--- Exercise description ---
Output a faithful copy of the entries, every picture removed.

--- Supplied information ---
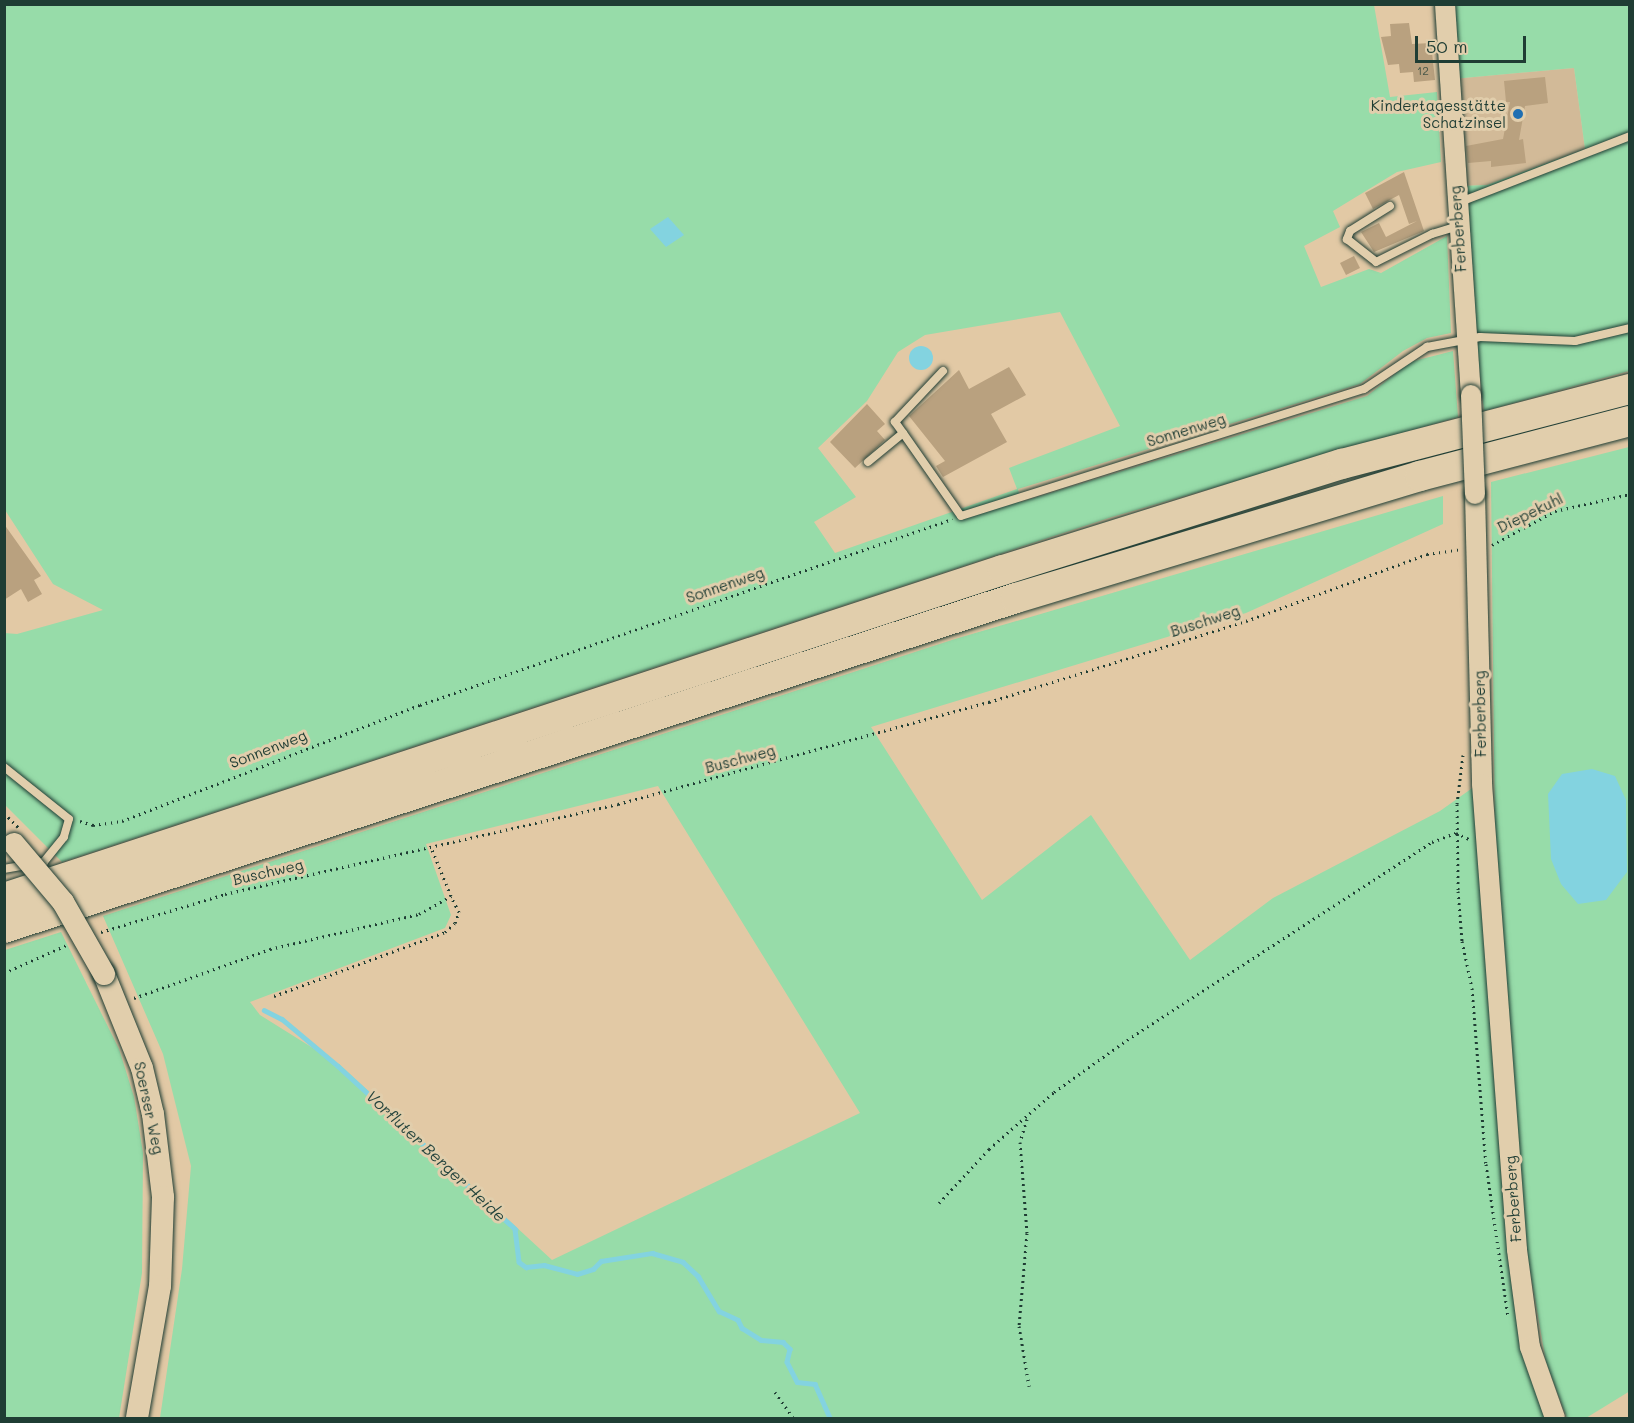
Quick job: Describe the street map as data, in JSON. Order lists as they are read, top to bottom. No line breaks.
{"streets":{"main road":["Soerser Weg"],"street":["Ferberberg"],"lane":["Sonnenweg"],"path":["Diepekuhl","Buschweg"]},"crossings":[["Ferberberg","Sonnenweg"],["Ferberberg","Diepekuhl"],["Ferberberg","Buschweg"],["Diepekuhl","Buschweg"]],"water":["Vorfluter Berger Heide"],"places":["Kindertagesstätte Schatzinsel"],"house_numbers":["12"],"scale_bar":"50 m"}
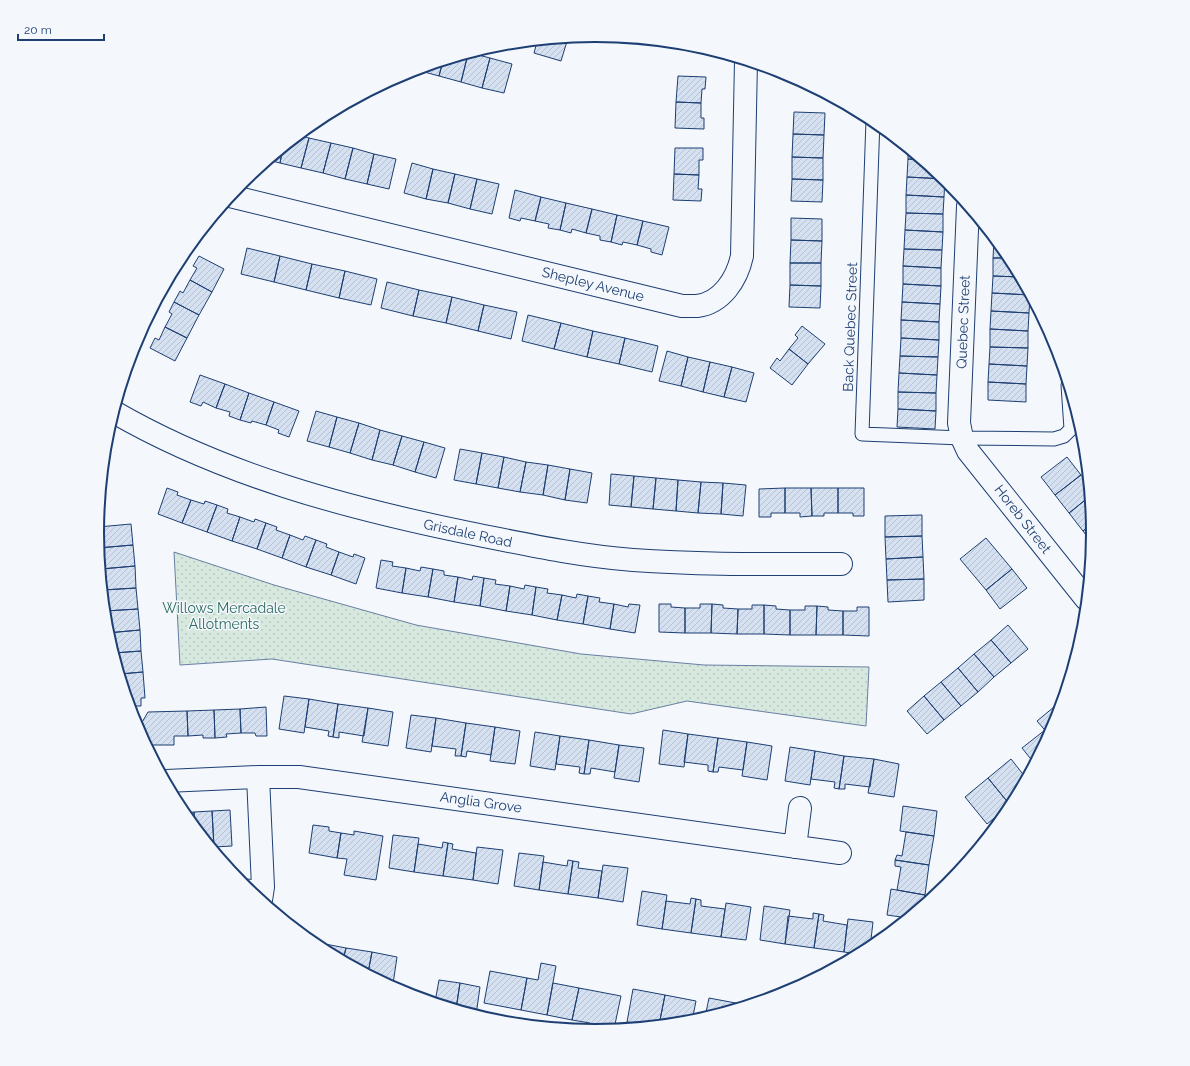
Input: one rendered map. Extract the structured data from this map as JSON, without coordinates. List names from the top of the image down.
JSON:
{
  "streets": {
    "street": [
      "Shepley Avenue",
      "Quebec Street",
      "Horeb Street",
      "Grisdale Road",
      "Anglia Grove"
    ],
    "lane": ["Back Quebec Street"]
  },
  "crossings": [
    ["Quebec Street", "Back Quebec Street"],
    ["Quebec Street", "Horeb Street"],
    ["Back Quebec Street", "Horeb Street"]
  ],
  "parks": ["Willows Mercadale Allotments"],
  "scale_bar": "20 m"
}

--- Your response ---
Quick job: Describe the street map as data, in JSON. Order lists as they are read, top to bottom. No line breaks.
{"streets":{"main road":["Soerser Weg"],"street":["Ferberberg"],"lane":["Sonnenweg"],"path":["Diepekuhl","Buschweg"]},"crossings":[["Ferberberg","Sonnenweg"],["Ferberberg","Diepekuhl"],["Ferberberg","Buschweg"],["Diepekuhl","Buschweg"]],"water":["Vorfluter Berger Heide"],"places":["Kindertagesstätte Schatzinsel"],"house_numbers":["12"],"scale_bar":"50 m"}
Input: one rendered map. Extract the structured data from this map as JSON, without coordinates. List names from the top of the image down.
JSON:
{
  "streets": {
    "street": [
      "Shepley Avenue",
      "Quebec Street",
      "Horeb Street",
      "Grisdale Road",
      "Anglia Grove"
    ],
    "lane": ["Back Quebec Street"]
  },
  "crossings": [
    ["Quebec Street", "Back Quebec Street"],
    ["Quebec Street", "Horeb Street"],
    ["Back Quebec Street", "Horeb Street"]
  ],
  "parks": ["Willows Mercadale Allotments"],
  "scale_bar": "20 m"
}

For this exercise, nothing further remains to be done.